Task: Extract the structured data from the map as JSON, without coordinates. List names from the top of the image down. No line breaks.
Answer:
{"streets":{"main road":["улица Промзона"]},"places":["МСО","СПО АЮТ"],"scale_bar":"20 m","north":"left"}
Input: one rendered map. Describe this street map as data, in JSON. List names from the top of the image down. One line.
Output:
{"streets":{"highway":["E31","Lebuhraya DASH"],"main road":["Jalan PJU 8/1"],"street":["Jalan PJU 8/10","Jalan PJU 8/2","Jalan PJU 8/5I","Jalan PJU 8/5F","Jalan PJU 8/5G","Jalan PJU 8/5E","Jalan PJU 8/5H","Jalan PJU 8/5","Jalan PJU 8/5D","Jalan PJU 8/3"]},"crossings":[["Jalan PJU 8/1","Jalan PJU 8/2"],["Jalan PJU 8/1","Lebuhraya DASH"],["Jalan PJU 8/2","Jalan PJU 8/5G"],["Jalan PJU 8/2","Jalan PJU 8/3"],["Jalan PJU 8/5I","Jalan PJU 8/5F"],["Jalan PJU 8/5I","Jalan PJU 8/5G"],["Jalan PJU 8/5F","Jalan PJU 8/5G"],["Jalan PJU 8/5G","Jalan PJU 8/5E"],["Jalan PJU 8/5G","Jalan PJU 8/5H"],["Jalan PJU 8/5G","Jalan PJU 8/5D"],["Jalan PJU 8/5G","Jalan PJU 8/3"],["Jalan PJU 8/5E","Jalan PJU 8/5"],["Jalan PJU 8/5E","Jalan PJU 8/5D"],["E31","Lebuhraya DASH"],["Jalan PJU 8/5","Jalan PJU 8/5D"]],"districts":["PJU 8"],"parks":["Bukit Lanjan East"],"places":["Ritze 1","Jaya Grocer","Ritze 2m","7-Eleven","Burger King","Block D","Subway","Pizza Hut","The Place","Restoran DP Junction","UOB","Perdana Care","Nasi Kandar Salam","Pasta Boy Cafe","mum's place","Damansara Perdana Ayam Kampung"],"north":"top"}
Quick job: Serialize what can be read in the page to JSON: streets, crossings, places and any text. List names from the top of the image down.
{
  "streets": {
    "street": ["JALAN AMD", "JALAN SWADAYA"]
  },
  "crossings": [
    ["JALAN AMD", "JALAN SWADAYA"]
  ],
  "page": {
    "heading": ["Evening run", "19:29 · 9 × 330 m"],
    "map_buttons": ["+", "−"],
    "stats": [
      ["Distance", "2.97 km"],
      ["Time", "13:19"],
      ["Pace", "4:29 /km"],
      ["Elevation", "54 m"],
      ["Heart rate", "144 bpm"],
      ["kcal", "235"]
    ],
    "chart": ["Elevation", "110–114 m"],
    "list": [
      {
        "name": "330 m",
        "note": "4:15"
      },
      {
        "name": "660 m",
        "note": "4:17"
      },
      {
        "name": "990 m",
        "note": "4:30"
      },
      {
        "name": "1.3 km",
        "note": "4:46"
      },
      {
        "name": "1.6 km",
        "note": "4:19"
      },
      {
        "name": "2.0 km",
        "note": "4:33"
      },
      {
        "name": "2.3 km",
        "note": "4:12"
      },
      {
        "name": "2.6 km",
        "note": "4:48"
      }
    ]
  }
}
-*-
# EXERCISE OBJECTIVE
Print the material exactly. Include every line.

# TASK ANSWER
Task: Extract the structured data from the map as JSON, without coordinates. List names from the top of the image down. No line breaks.
Answer:
{"streets":{"main road":["улица Промзона"]},"places":["МСО","СПО АЮТ"],"scale_bar":"20 m","north":"left"}
Input: one rendered map. Describe this street map as data, in JSON. List names from the top of the image down. One line.
Output:
{"streets":{"highway":["E31","Lebuhraya DASH"],"main road":["Jalan PJU 8/1"],"street":["Jalan PJU 8/10","Jalan PJU 8/2","Jalan PJU 8/5I","Jalan PJU 8/5F","Jalan PJU 8/5G","Jalan PJU 8/5E","Jalan PJU 8/5H","Jalan PJU 8/5","Jalan PJU 8/5D","Jalan PJU 8/3"]},"crossings":[["Jalan PJU 8/1","Jalan PJU 8/2"],["Jalan PJU 8/1","Lebuhraya DASH"],["Jalan PJU 8/2","Jalan PJU 8/5G"],["Jalan PJU 8/2","Jalan PJU 8/3"],["Jalan PJU 8/5I","Jalan PJU 8/5F"],["Jalan PJU 8/5I","Jalan PJU 8/5G"],["Jalan PJU 8/5F","Jalan PJU 8/5G"],["Jalan PJU 8/5G","Jalan PJU 8/5E"],["Jalan PJU 8/5G","Jalan PJU 8/5H"],["Jalan PJU 8/5G","Jalan PJU 8/5D"],["Jalan PJU 8/5G","Jalan PJU 8/3"],["Jalan PJU 8/5E","Jalan PJU 8/5"],["Jalan PJU 8/5E","Jalan PJU 8/5D"],["E31","Lebuhraya DASH"],["Jalan PJU 8/5","Jalan PJU 8/5D"]],"districts":["PJU 8"],"parks":["Bukit Lanjan East"],"places":["Ritze 1","Jaya Grocer","Ritze 2m","7-Eleven","Burger King","Block D","Subway","Pizza Hut","The Place","Restoran DP Junction","UOB","Perdana Care","Nasi Kandar Salam","Pasta Boy Cafe","mum's place","Damansara Perdana Ayam Kampung"],"north":"top"}
Quick job: Serialize what can be read in the page to JSON: streets, crossings, places and any text. List names from the top of the image down.
{
  "streets": {
    "street": ["JALAN AMD", "JALAN SWADAYA"]
  },
  "crossings": [
    ["JALAN AMD", "JALAN SWADAYA"]
  ],
  "page": {
    "heading": ["Evening run", "19:29 · 9 × 330 m"],
    "map_buttons": ["+", "−"],
    "stats": [
      ["Distance", "2.97 km"],
      ["Time", "13:19"],
      ["Pace", "4:29 /km"],
      ["Elevation", "54 m"],
      ["Heart rate", "144 bpm"],
      ["kcal", "235"]
    ],
    "chart": ["Elevation", "110–114 m"],
    "list": [
      {
        "name": "330 m",
        "note": "4:15"
      },
      {
        "name": "660 m",
        "note": "4:17"
      },
      {
        "name": "990 m",
        "note": "4:30"
      },
      {
        "name": "1.3 km",
        "note": "4:46"
      },
      {
        "name": "1.6 km",
        "note": "4:19"
      },
      {
        "name": "2.0 km",
        "note": "4:33"
      },
      {
        "name": "2.3 km",
        "note": "4:12"
      },
      {
        "name": "2.6 km",
        "note": "4:48"
      }
    ]
  }
}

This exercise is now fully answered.